Yes, I couldn’t understand the flight attendant, but I felt certain through some sort of visceral intuition that I would be fine. There could only be kindness and good fortune waiting for me on the other side of the Atlantic. There could only be love and happiness and firsts worth forever remembering. There would only be all that I have hoped for.
I passed the time altering between wakefulness and sleep, not because of time difference- back home seemed to already have in some ways began to fade-but because of the first I was encountering in the moment, my first time overseas. Sitting upright in my chair, I felt torn between watching Avatar (blue people version) and giving in to the fogginess that creeped from the edges of my consciousness, steadily progressing and weighing my thoughts, demanding that I close my eyes, that I honor my routine, that I sleep. And I did.
Fast forward to the waking moments, spent finishing the movie I’d fallen asleep on and then pondering the landing, sneaking peaks at the screen of my neighbor that charted the plane’s advances. I watched as two hours turned to one and one and half and turned to 20 minutes. I watched as the world that would become mine passed by me on either side in the windows, as the sky grew brighter, and the monitor informed me of the temperature’s growing warmer, as we descended, as we touched Earth.
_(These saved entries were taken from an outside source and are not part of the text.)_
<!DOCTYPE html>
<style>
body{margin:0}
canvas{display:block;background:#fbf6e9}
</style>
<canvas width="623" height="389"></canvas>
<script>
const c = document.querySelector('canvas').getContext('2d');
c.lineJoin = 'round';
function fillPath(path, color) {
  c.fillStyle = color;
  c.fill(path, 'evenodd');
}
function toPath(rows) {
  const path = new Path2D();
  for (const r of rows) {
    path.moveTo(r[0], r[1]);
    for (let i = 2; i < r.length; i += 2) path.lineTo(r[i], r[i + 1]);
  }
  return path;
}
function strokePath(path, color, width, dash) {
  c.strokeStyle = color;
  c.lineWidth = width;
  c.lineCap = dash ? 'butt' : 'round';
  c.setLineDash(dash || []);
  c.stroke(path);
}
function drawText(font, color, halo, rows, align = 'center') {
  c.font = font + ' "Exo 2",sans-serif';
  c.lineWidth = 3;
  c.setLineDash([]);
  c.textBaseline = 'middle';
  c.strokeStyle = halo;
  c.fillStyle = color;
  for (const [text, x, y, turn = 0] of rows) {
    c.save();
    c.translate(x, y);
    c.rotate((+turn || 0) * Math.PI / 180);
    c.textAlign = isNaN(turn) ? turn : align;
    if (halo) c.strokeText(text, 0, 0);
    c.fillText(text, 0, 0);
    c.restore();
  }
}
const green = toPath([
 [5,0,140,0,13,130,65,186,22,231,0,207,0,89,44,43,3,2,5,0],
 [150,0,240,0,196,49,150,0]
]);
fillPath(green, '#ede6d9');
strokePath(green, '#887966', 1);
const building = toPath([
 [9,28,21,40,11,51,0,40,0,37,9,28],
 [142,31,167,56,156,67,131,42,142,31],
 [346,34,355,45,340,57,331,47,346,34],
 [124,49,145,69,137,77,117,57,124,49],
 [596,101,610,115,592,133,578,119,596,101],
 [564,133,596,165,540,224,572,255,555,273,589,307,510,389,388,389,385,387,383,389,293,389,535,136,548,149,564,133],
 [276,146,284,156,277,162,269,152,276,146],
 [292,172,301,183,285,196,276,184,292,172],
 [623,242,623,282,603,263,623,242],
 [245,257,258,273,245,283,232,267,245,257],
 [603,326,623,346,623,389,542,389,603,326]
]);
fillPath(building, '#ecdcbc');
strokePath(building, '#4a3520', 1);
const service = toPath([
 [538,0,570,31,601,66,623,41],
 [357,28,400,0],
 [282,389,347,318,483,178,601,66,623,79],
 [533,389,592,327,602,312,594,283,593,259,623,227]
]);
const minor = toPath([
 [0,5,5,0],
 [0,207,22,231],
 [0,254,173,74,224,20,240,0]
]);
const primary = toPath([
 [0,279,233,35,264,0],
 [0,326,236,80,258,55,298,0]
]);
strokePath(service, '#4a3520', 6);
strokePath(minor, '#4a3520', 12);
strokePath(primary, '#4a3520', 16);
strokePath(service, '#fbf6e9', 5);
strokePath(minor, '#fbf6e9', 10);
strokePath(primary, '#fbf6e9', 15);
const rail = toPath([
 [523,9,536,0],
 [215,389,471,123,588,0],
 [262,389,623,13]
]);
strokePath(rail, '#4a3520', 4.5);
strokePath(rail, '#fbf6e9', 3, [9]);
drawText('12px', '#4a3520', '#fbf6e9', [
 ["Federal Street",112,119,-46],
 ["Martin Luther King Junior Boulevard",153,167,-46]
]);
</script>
I had no bags on the plane other than the green backpack slid underneath the seat in front of me. The time being right, I stepped from my metallic patron, the airplane that had granted me passage and into the umbilical, seeing still nothing, still not knowing whether I had truly arrived. During the descent I had been able to ascertain only that their trees were green like ours, that the buildings seemed no different, though this seemed to refute logic. I felt certain though that my encounters with the rest of the country would shatter that vague impression of familiarity. Perhaps I would see protestors as I stepped from the airports’ front doors or every building would be double the size of those you find in Atlanta. This was untrue.
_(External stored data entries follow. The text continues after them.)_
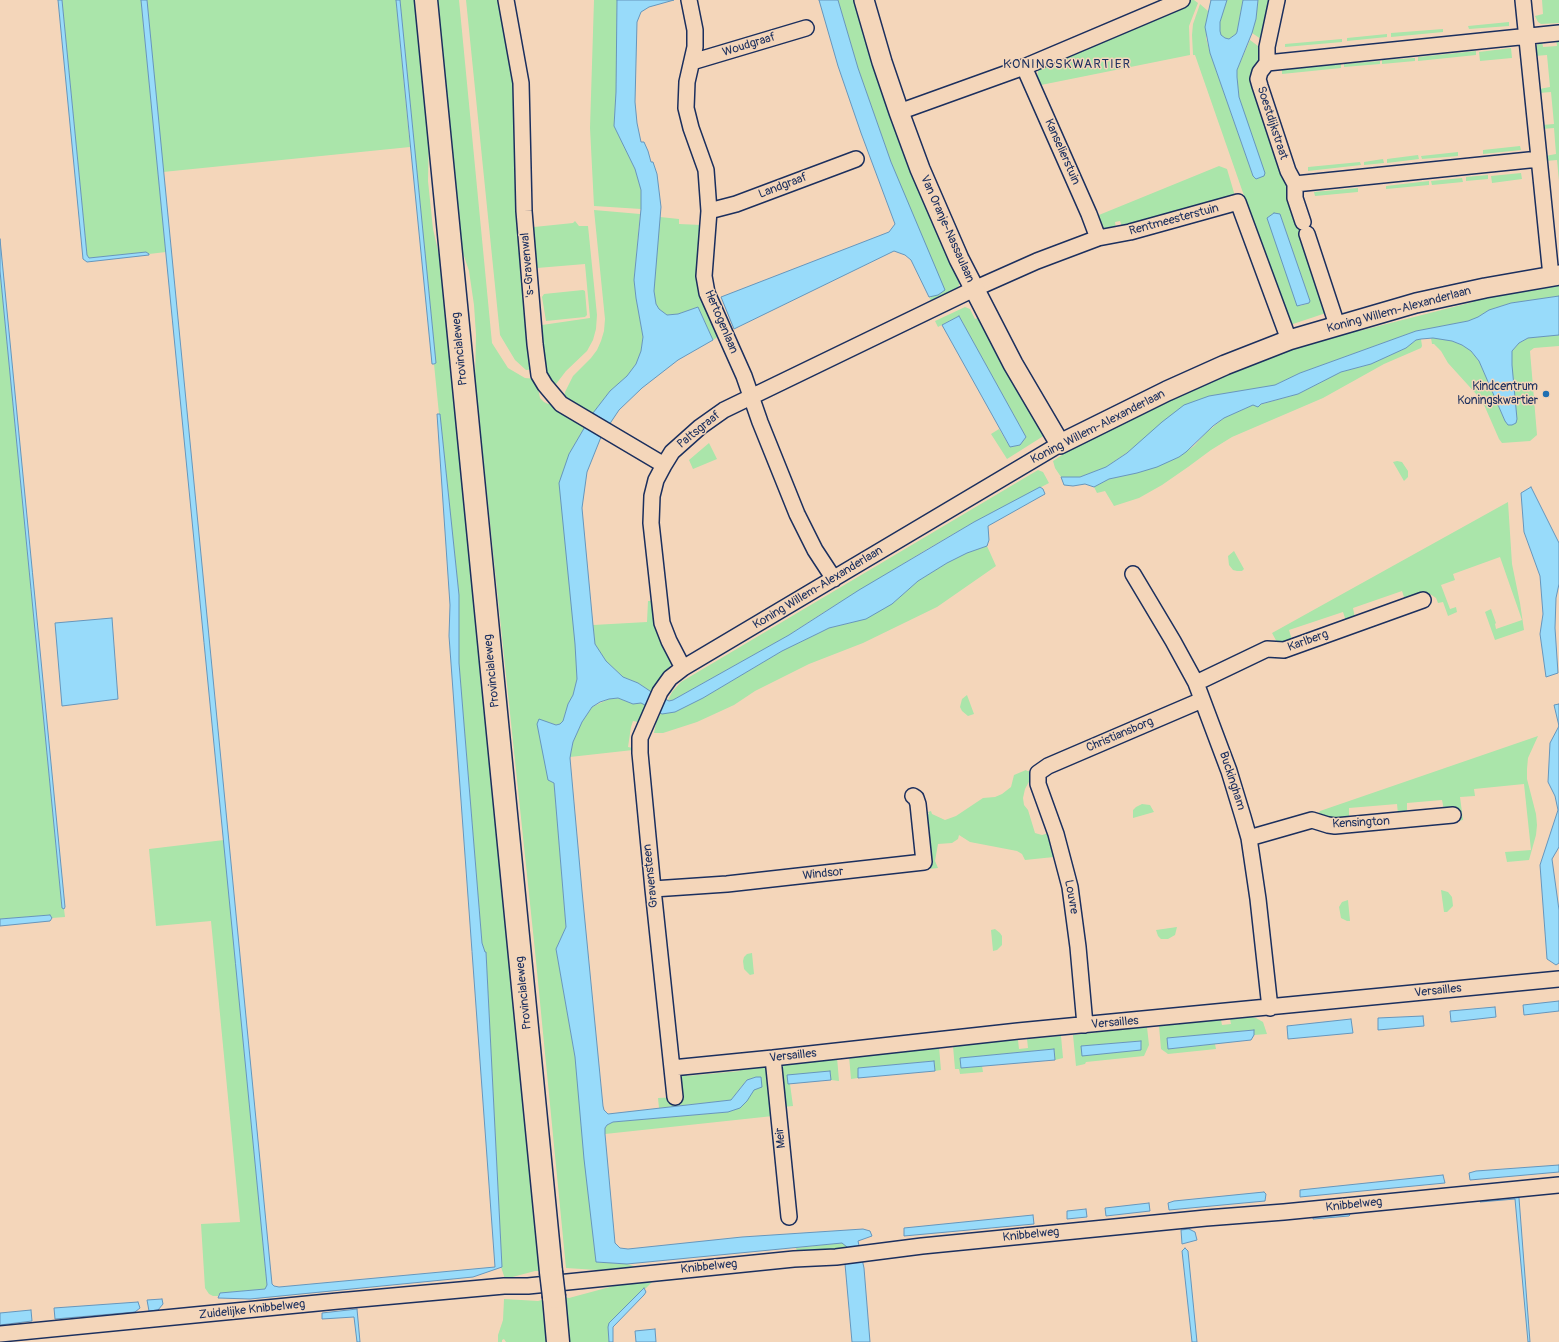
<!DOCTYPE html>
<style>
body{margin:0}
canvas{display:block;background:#f4d6ba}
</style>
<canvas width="1559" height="1342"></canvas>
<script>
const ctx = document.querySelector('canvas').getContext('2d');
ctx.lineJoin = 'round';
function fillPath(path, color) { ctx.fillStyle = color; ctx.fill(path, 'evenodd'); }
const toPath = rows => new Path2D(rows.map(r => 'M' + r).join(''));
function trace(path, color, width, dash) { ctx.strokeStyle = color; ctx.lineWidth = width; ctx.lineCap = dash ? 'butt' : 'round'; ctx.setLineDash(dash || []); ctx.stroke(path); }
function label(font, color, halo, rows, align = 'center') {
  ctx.font = font + ' Pangolin,sans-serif'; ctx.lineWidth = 3; ctx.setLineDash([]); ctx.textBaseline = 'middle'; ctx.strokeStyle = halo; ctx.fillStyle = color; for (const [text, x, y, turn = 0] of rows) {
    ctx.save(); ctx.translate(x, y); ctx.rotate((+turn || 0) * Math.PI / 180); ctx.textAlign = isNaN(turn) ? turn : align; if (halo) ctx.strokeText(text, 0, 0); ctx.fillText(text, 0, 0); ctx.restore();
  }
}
fillPath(toPath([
 [62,0,141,0,166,252,149,254,146,252,89,258,87,255],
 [147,0,396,0,410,147,163,172],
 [400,0,416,0,429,127,428,181,433,229,444,276,540,1271,535,1271,505,1279,501,1267,502,1266,486,953,485,953,482,943,459,663,459,595,440,415,439,414,434,364,436,363],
 [435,0,459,0,492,343,508,368,525,378,536,379,540,398,544,402,548,404,554,404,586,425,569,454,577,679,573,695,568,704,563,721,560,724,556,725,548,722,548,779,554,783,566,927,556,949,575,1057,596,1262,627,1264,640,1268,597,1270,566,1268,535,951,475,380,476,335,474,305,469,271,458,238],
 [466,0,503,0,515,66,535,369,526,370,515,360,500,335],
 [594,0,617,0,616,92,614,126,635,169,641,190,641,209,594,206,590,128],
 [838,0,858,0,960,281,958,288,932,303,929,297,931,298,910,210,891,162,858,68],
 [1189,0,1194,0,1198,3,1189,26,1190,55,1041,85,1037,78,1038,71,1040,67,1182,5],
 [1227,0,1243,0,1237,32,1236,34,1229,39,1225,38,1221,35,1220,31,1220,22],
 [1258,0,1272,0,1264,41,1252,33,1256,19],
 [1542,0,1559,0,1559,23,1541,24,1538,22,1535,16,1543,14],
 [1200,4,1208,11,1206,38,1210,53,1253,176,1257,179,1239,97,1237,77,1237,70,1250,40,1262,49,1263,56,1255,64,1251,73,1251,81,1282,174,1291,185,1293,208,1329,312,1290,325,1288,322,1195,55,1193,55,1192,35,1193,24],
 [1280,214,1310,301,1309,303,1300,306],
 [1509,22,1509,26,1469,29,1468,26],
 [1443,29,1443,32,1391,37,1391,33],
 [1387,34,1387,37,1347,41,1347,38],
 [1342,39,1342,42,1285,47,1285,44],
 [1556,39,1559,39,1559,181,1557,160,1546,161,1545,156,1556,154,1554,128,1542,129,1542,125,1554,124,1551,92,1539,93,1539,89,1550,87,1547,55,1535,56,1535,51,1537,45,1542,41,1543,47,1557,46],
 [1511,48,1512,58,1480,61,1479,52],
 [1476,51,1476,55,1418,61,1418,57],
 [1415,58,1415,61,1382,64,1382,60],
 [1380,61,1380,64,1344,67,1344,64],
 [1341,64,1341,68,1282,74,1282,70],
 [1520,146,1521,150,1483,154,1483,150],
 [1458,152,1458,156,1422,159,1421,156],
 [1418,155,1419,159,1387,163,1387,159],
 [1383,159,1384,163,1364,165,1364,162],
 [1360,162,1361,165,1308,171,1308,167],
 [1219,166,1227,169,1235,196,1122,227,1120,221,1115,222,1116,228,1104,230,1100,228,1094,217],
 [1521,173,1522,179,1492,183,1491,176],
 [1488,175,1488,179,1466,181,1466,177],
 [1462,178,1463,182,1432,185,1431,181],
 [1429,181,1429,185,1386,189,1386,186],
 [1358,188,1358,192,1315,196,1314,192],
 [594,210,640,214,634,280,636,298,643,337,641,351,636,364,627,376,610,391,591,416,564,400,565,392,573,376,591,358,597,350,601,341,604,331,605,319],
 [530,217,533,218,534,227,573,223,575,221,579,226,588,226,597,315,596,329,593,340,587,351,566,371,553,388,543,374,535,294,539,294,542,325,590,318,585,264,537,268,539,289,535,290],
 [660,217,679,219,679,224,701,225,697,268,698,283,719,336,713,340,698,307,678,314,667,315,659,309,656,304,654,291,654,278],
 [0,271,62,908,64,909,65,917,52,918,50,915,0,919],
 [1559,282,1559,296,1511,303,1489,310,1478,317,1468,321,1416,331,1300,373,1275,385,1209,396,1106,467,1080,477,1061,477,1055,468,1053,461,1062,455,1061,452,1168,397,1285,350,1356,328,1359,331,1473,302,1475,300,1474,297],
 [583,290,585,291,587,315,585,317,546,321,542,297,544,294],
 [965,307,970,309,975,319,980,317,1045,435,1007,459,991,434,999,429,1010,447,1020,445,1026,437,959,316,938,327,935,321],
 [1559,335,1559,346,1534,348,1530,351,1537,435,1530,441,1502,443,1499,439,1485,407,1477,395,1448,363,1441,351,1434,344,1432,344,1431,338,1441,338,1452,341,1462,345,1471,351,1479,361,1505,421,1512,351,1519,343,1528,338],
 [1421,339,1422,346,1421,348,1384,364,1323,398,1232,437,1211,450,1188,467,1162,485,1139,498,1114,506,1105,491,1097,493,1094,487,1109,479,1137,473,1179,457,1194,446,1206,433,1224,418,1253,405,1259,405,1298,394,1341,372,1371,364,1406,348,1416,340],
 [709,443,717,459,693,469,689,460],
 [1397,461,1402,462,1408,471,1408,477,1404,481,1393,462],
 [1038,470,1043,472,1049,483,974,522,924,551,821,614,789,635,673,700,668,700,672,692,681,682],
 [1508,502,1512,564,1520,603,1524,630,1495,640,1485,612,1491,609,1496,623,1495,624,1496,629,1522,620,1500,557,1453,574,1455,580,1441,585,1450,609,1456,607,1457,612,1448,616,1443,602,1438,603,1436,598,1430,594,1425,593,1405,600,1402,591,1353,608,1355,618,1346,621,1343,612,1289,630,1292,640,1278,644,1272,633],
 [987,546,996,566,937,607,863,643,809,664,755,691,734,705,697,722,663,733,654,733,656,723,661,713,675,712,703,698,782,651,819,633,829,628,850,623,892,604,918,581,947,563,967,553],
 [1234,551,1244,569,1242,571,1237,571,1233,570,1229,565,1228,556],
 [648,601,653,601,672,661,669,670,659,680,653,693,638,683,623,677,606,661,595,644,593,625,647,622],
 [967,695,974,714,968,716,962,711,960,707,962,699],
 [618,698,633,704,641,703,646,706,638,722,633,721,631,727,628,747,633,748,633,750,570,757,573,742,582,722,592,707,609,699],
 [1538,736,1528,758,1527,769,1527,779,1536,814,1537,825,1536,835,1529,860,1507,862,1505,852,1531,850,1524,784,1474,789,1475,796,1460,797,1463,820,1458,821,1459,819,1444,810,1442,800,1407,803,1407,813,1398,814,1397,804,1349,808,1349,819,1330,820,1317,815,1320,811],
 [1026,770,1027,771,1030,771,1029,777,1030,780,1025,789,1023,798,1024,805,1028,810,1035,833,1042,835,1049,833,1055,855,1054,857,1025,860,1022,854,1017,851,970,842,959,835,958,839,952,843,938,844,935,861,938,868,929,869,923,814,927,815,929,814,928,812,931,811,932,814,945,820,956,816,983,798,995,797,1002,794,1011,787,1014,775],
 [1142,804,1150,805,1154,812,1133,818,1133,810,1136,807],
 [224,840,267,1285,266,1289,220,1293,218,1296,213,1296,209,1294,205,1288,201,1224,240,1222,211,921,156,926,149,849],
 [1441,890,1448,892,1452,897,1453,906,1447,912,1444,912],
 [1348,900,1350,921,1347,921,1341,918,1339,907,1342,902],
 [1177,927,1175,935,1168,939,1161,939,1158,936,1156,930],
 [995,929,1000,933,1002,936,1002,945,997,950,993,951,991,930],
 [752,953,754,974,750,975,744,969,743,961,744,957,747,954],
 [1250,1017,1256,1018,1263,1022,1267,1034,1254,1035,1254,1030,1167,1038,1168,1049,1215,1044,1216,1049,1168,1054,1161,1049,1159,1026,1221,1020,1222,1025,1231,1024,1230,1019],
 [1147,1027,1149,1045,1144,1056,1086,1062,1085,1064,1076,1066,1073,1035],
 [1141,1041,1141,1050,1082,1055,1082,1046],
 [1061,1036,1063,1058,1055,1060,1054,1049,961,1058,961,1068,982,1066,983,1072,960,1074,959,1069,955,1069,953,1046,1018,1040,1019,1049,1028,1048,1027,1039],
 [939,1047,941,1070,935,1071,934,1061,858,1068,858,1078,851,1079,849,1056],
 [837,1057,839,1081,831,1080,830,1072,788,1084,790,1084,793,1106,783,1107,780,1069,782,1065,786,1063],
 [759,1065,764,1067,768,1070,773,1116,605,1134,605,1128,607,1125,613,1122,728,1112,747,1101,754,1089,756,1077,747,1080,731,1100,659,1108,658,1098,679,1097,678,1075,687,1072,687,1076,740,1071,739,1067],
 [842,1243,847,1247,848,1249,798,1254,796,1248],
 [681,1275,685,1279,652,1282,645,1289,644,1288,608,1328,609,1342,569,1342,564,1297,569,1298,632,1281],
 [504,1299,538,1301,545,1299,548,1342,506,1342,504,1339,502,1340,502,1342,498,1342,498,1335,503,1320]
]), '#aae5aa');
const water = toPath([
 [58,0,62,0,87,255,89,258,146,252,149,254,149,255,87,262,83,259,58,0],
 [141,0,147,0,272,1284,274,1286,279,1287,495,1267,449,636,450,605,437,414,440,414,459,595,459,663,482,943,485,952,486,952,502,1267,473,1277,250,1299,218,1298,220,1293,265,1289,267,1285,141,0],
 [396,0,400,0,436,363,434,364,432,364,396,0],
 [617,0,674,0,649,7,641,12,637,22,635,102,637,123,641,142,644,142,648,151,651,162,653,162,657,174,661,207,654,291,656,304,659,309,667,315,678,314,698,307,713,340,678,360,642,388,619,410,601,437,587,472,582,508,593,625,595,644,606,661,623,677,638,683,653,693,669,701,673,700,789,635,859,590,974,522,1040,487,1043,489,1045,494,988,526,989,540,987,546,967,553,947,563,918,581,892,604,866,619,829,628,819,633,782,651,703,698,675,712,662,714,641,703,633,704,618,698,609,699,600,702,592,707,582,722,573,742,571,752,570,758,582,891,603,1106,604,1110,608,1114,731,1100,747,1080,756,1077,761,1077,762,1087,754,1090,747,1101,740,1108,728,1112,613,1122,607,1125,605,1128,605,1134,615,1243,620,1248,628,1249,742,1237,863,1229,870,1231,872,1236,858,1241,864,1268,870,1342,852,1342,845,1264,848,1249,847,1247,842,1243,627,1264,596,1262,584,1159,575,1057,556,949,566,927,554,783,548,780,537,724,539,719,556,725,560,724,563,721,568,704,573,695,577,679,575,644,559,483,569,454,593,413,610,391,627,376,636,364,641,351,643,337,636,298,634,280,641,209,641,190,635,169,614,126,616,92,617,0],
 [819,0,838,0,858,68,891,162,945,290,938,295,929,297,911,260,905,255,894,251,734,329,721,297,889,232,895,224,861,133,838,66,819,0],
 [1211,0,1227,0,1220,22,1220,31,1221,35,1225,38,1229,39,1236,34,1237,32,1243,0,1258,0,1256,19,1252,33,1237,70,1237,77,1239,97,1265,173,1264,176,1256,179,1253,176,1210,53,1205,27,1211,0],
 [1274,213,1280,214,1310,301,1309,303,1297,306,1267,218,1274,213],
 [0,239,65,907,64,909,62,908,0,271,0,239],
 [1559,296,1559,335,1528,338,1519,343,1512,351,1512,365,1517,419,1516,423,1512,425,1508,425,1505,421,1479,361,1471,351,1462,345,1452,341,1433,338,1421,339,1416,340,1406,348,1371,364,1341,372,1298,394,1261,404,1258,407,1253,405,1224,418,1213,426,1186,452,1179,457,1157,467,1137,473,1109,479,1094,487,1085,484,1073,486,1064,485,1061,477,1080,477,1106,467,1127,453,1162,422,1184,405,1209,396,1275,385,1300,373,1416,331,1468,321,1478,317,1489,310,1511,303,1559,296],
 [959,316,1026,437,1020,445,1010,447,942,325,959,316],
 [1531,487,1559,543,1559,584,1556,598,1555,628,1558,673,1546,677,1540,634,1543,614,1540,576,1524,532,1521,493,1531,487],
 [112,618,118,699,62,706,55,623,112,618],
 [1559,704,1559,847,1552,859,1559,910,1559,963,1556,965,1547,959,1540,865,1558,810,1555,796,1548,782,1550,743,1559,726,1554,705,1559,704],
 [50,915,52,918,50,921,0,926,0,919,50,915],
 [1559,1001,1559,1011,1524,1015,1523,1005,1559,1001],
 [1495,1007,1496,1017,1451,1022,1450,1011,1495,1007],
 [1423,1016,1424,1026,1378,1030,1378,1018,1423,1016],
 [1351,1019,1353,1033,1288,1039,1287,1026,1351,1019],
 [1254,1030,1254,1035,1251,1040,1168,1049,1167,1038,1254,1030],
 [1141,1041,1141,1050,1082,1056,1081,1046,1141,1041],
 [1054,1049,1055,1060,961,1068,960,1058,1054,1049],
 [934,1061,935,1071,858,1078,858,1068,934,1061],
 [830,1071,831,1080,788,1084,787,1075,830,1071],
 [1559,1165,1559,1172,1470,1180,1469,1173,1476,1171,1559,1165],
 [1443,1175,1445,1183,1300,1197,1300,1190,1443,1175],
 [1264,1192,1266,1194,1265,1201,1169,1210,1168,1203,1174,1201,1264,1192],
 [1517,1195,1519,1198,1530,1342,1528,1342,1515,1199,1480,1202,1482,1198,1517,1195],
 [1149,1203,1150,1211,1106,1216,1105,1208,1149,1203],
 [1086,1209,1087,1217,1067,1219,1067,1211,1086,1209],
 [1349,1213,1350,1215,1349,1216,1313,1219,1313,1217,1349,1213],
 [1033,1215,1034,1224,904,1236,904,1228,1033,1215],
 [1189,1229,1195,1232,1197,1240,1182,1244,1181,1230,1189,1229],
 [1185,1248,1188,1251,1197,1342,1192,1342,1182,1251,1185,1248],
 [644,1288,646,1292,644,1295,613,1327,613,1342,609,1342,608,1327,609,1323,644,1288],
 [162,1299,163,1304,158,1310,149,1311,147,1300,162,1299],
 [138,1302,140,1308,135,1312,55,1319,54,1308,138,1302],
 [357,1309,360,1342,357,1342,354,1317,322,1319,322,1313,357,1309],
 [31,1310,32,1321,0,1325,0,1313,31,1310],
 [655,1329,656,1342,636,1342,635,1331,655,1329]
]);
fillPath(water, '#98dbfa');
trace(water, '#6696bc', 1);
const minor = toPath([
 [506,0,521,83,524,211,535,344,539,375,545,385,561,404,664,465],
 [689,0,695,30,695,47,687,82,686,108,691,128,706,170,709,211,704,276,707,293,744,376,760,422,797,514,815,550,834,579],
 [1523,0,1551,276],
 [692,62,806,28],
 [1267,63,1267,47,1277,0],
 [1024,67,1089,214,1098,238],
 [899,112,1024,67,1182,0],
 [1295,184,1288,171,1260,86,1258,79,1260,72,1267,63,1559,33],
 [1295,184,1539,159],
 [1295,184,1295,198,1303,222],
 [709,211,736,204,856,159],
 [1307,234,1337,325],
 [1133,574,1173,641,1196,683,1229,771,1243,817,1249,838,1258,899,1270,1008],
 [683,668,669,641,662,623,651,523,652,496,656,480,664,465,672,452,700,427,724,410,974,289,1037,261,1098,238,1130,232,1238,202,1289,340],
 [1196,683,1267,649,1284,650,1423,600],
 [1249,838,1312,820,1328,825,1335,826,1453,815],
 [653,889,727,884,924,862,918,804,916,798,913,796],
 [1085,1025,1078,947,1070,887,1056,834,1038,784,1038,773,1048,766,1202,700],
 [773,1058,789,1217],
 [672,1068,773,1058,1018,1031,1559,979],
 [675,1097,653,889,640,753,640,738,660,692,670,678,683,668,1060,444],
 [0,1334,338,1301,504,1286,528,1286,794,1259,836,1257,922,1246,1206,1218,1284,1212,1559,1185]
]);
const tertiary = toPath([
 [864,0,882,62,899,112,920,169,959,259,1013,364,1060,444,1167,391,1225,365,1289,340,1416,303,1485,288,1559,275]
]);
const primary = toPath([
 [426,0,551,1272],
 [554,1297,558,1342]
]);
trace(minor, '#1b2f5e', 18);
trace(tertiary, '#1b2f5e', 22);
trace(primary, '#1b2f5e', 25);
trace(minor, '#f4d6ba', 15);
trace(tertiary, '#f4d6ba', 19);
trace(primary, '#f4d6ba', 22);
const primaryBridge = toPath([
 [551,1272,554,1297]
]);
trace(primaryBridge, '#1b2f5e', 25, []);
trace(primaryBridge, '#f4d6ba', 22);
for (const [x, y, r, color] of [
 [1546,394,4,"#1f6fb2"]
]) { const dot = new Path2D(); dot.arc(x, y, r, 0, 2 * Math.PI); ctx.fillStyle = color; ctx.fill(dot); trace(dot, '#f4d6ba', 1.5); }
label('12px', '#1b2f5e', '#f4d6ba', [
 ["Woudgraaf",749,45,-17],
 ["Soestdijkstraat",1272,123,72],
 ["Kanselierstuin",1062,152,66],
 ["Landgraaf",783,186,-21],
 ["Rentmeesterstuin",1174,220,-15],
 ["Van Oranje-Nassaulaan",947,229,66],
 ["'s-Gravenwal",528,265,-95],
 ["Koning Willem-Alexanderlaan",1399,310,-15],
 ["Hertogenlaan",721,322,67],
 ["Provincialeweg",460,349,-96],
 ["Koning Willem-Alexanderlaan",1098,427,-27],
 ["Paltsgraaf",699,430,-39],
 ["Koning Willem-Alexanderlaan",818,588,-31],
 ["Karlberg",1308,641,-20],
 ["Provincialeweg",492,671,-96],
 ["Christiansborg",1120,735,-23],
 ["Buckingham",1232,781,72],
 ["Kensington",1361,823,-3],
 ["Windsor",823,874,-6],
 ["Gravensteen",651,876,-96],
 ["Louvre",1071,897,80],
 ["Versailles",1438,991,-6],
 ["Provincialeweg",524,993,-96],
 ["Versailles",1115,1023,-5],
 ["Versailles",793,1056,-6],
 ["Meir",781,1138,-96],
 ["Knibbelweg",1354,1205,-6],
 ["Knibbelweg",1031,1235,-6],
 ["Knibbelweg",709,1267,-6],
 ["Zuidelijke Knibbelweg",252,1310,-6]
]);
label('12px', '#1b2f5e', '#f4d6ba', [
 ["Kindcentrum",1538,387],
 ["Koningskwartier",1538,401]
], 'right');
ctx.letterSpacing = '1px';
label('13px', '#1b2f5e', '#f4d6ba', [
 ["KONINGSKWARTIER",1067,65]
]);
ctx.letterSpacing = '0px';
</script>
What now most vividly rests in my memory of the airport is the advertisement for the Samsung Galaxy 6 strung across the rafters. Driving away from Paris and into the city that would be my home, I saw an Ikea, but also rolling farm land, seeming to distinctly separate itself with every patch, one green being deliberately brighter than the next for the sake of the viewer’s pleasure. My awe of France came not in the arrival, not in the initial impressions, but in the little things that collectively constructed France’s narrative. It was in the stylish girls boarding the bus for school in high heeled boots and with tote bags, the boys’ chins cut so angularly they seemed to defy the rules of human physiology, in the school age kids smoking cigarettes in the middle of Republique. The awe came in all the little ways that this place, deviated from my home, forcing me to pay attention, to look, to ask, to notice. It sharpened my vision, or perhaps France was just brighter, suddenly everything being in 12 megapixels rather than 8, the graffiti having a life of its own, the buildings being castles, welcoming and begging almost to be used, defined. The wonder came in the invitation to contribute to this place’s definition and then in the curiosity of how it would contribute to my own.